Nothing but a number should be given: the count of lines in the listing that include "label".

Exercise data

+ + + + + + +

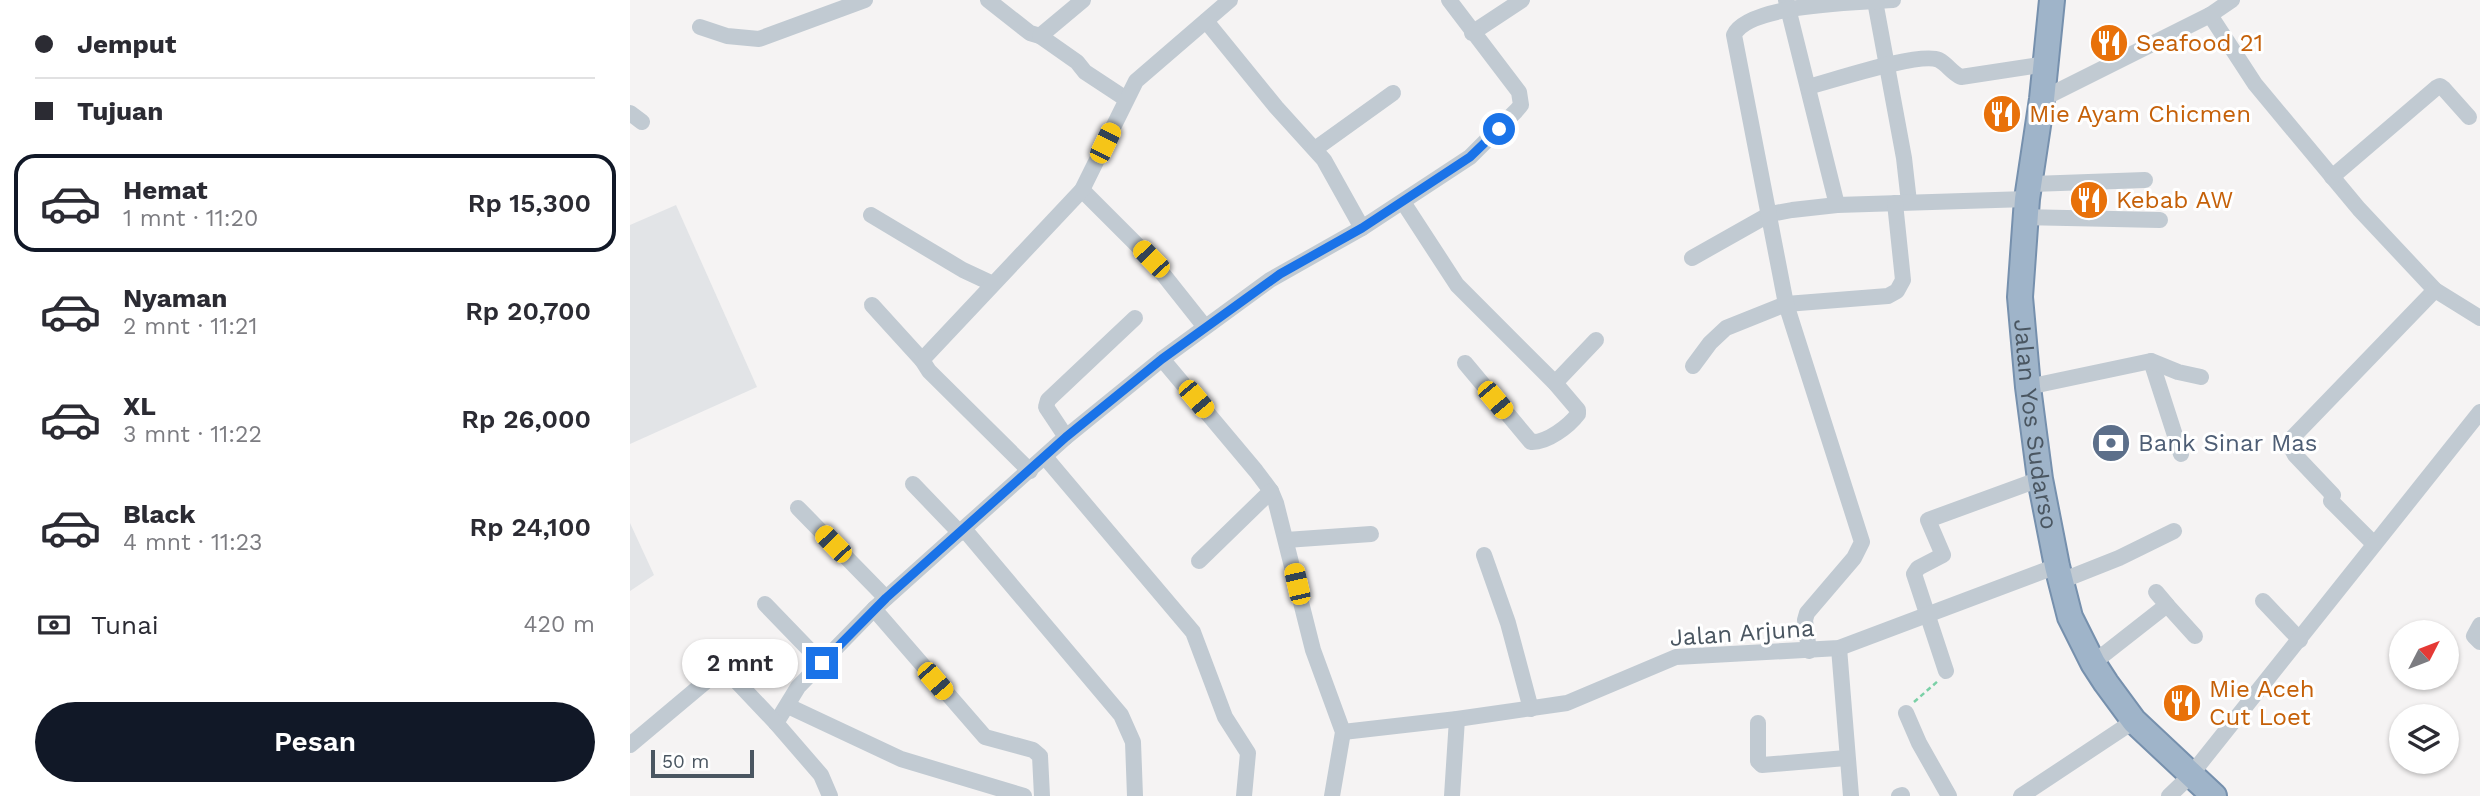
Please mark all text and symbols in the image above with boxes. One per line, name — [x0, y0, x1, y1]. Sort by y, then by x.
restaurant icon: Seafood 21 — [2088, 22, 2130, 64]
text: Jemput — [77, 29, 176, 59]
place label: Seafood 21 — [2136, 29, 2263, 57]
restaurant icon: Mie Ayam Chicmen — [1981, 93, 2023, 135]
text: Tujuan — [77, 96, 163, 126]
place label: Mie Ayam Chicmen — [2029, 100, 2251, 128]
route start — [1483, 113, 1515, 145]
car — [1087, 120, 1124, 166]
icon: car — [39, 172, 102, 235]
text: Hemat — [123, 175, 208, 205]
restaurant icon: Kebab AW — [2068, 179, 2110, 221]
place label: Kebab AW — [2116, 186, 2233, 214]
text: Rp 15,300 — [468, 188, 591, 218]
text: 1 mnt · 11:20 — [123, 205, 258, 232]
car — [1129, 237, 1174, 281]
icon: car — [39, 280, 102, 343]
text: Nyaman — [123, 283, 227, 313]
text: Rp 20,700 — [465, 296, 591, 326]
text: 2 mnt · 11:21 — [123, 313, 257, 340]
street label: Jalan Yos Sudarso — [2008, 318, 2064, 532]
car — [1175, 376, 1218, 422]
car — [1474, 377, 1517, 423]
icon: car — [39, 388, 102, 451]
text: XL — [123, 391, 156, 421]
text: Rp 26,000 — [461, 404, 591, 434]
text: 3 mnt · 11:22 — [123, 421, 262, 448]
bank icon: Bank Sinar Mas — [2090, 422, 2132, 464]
place label: Bank Sinar Mas — [2138, 429, 2317, 457]
icon: car — [39, 496, 102, 559]
text: Black — [123, 499, 195, 529]
text: Rp 24,100 — [470, 512, 591, 542]
car — [811, 522, 856, 566]
text: 4 mnt · 11:23 — [123, 529, 263, 556]
car — [1283, 561, 1312, 607]
icon: cash — [35, 606, 73, 644]
text: Tunai — [91, 610, 159, 640]
text: 420 m — [523, 611, 595, 638]
street label: Jalan Arjuna — [1669, 614, 1815, 652]
north arrow — [2389, 620, 2459, 690]
map controls — [2389, 620, 2459, 774]
callout: 2 mnt — [682, 638, 798, 688]
route end — [806, 647, 838, 679]
text: 2 mnt — [707, 650, 773, 677]
car — [914, 658, 957, 704]
place label: Mie Aceh Cut Loet — [2209, 675, 2315, 731]
restaurant icon: Mie Aceh Cut Loet — [2161, 682, 2203, 724]
button: Pesan — [35, 702, 595, 782]
button: layers — [2389, 704, 2459, 774]
scale bar — [651, 747, 754, 779]
text: 50 m — [662, 750, 709, 773]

+ + + + + + +

Your response
7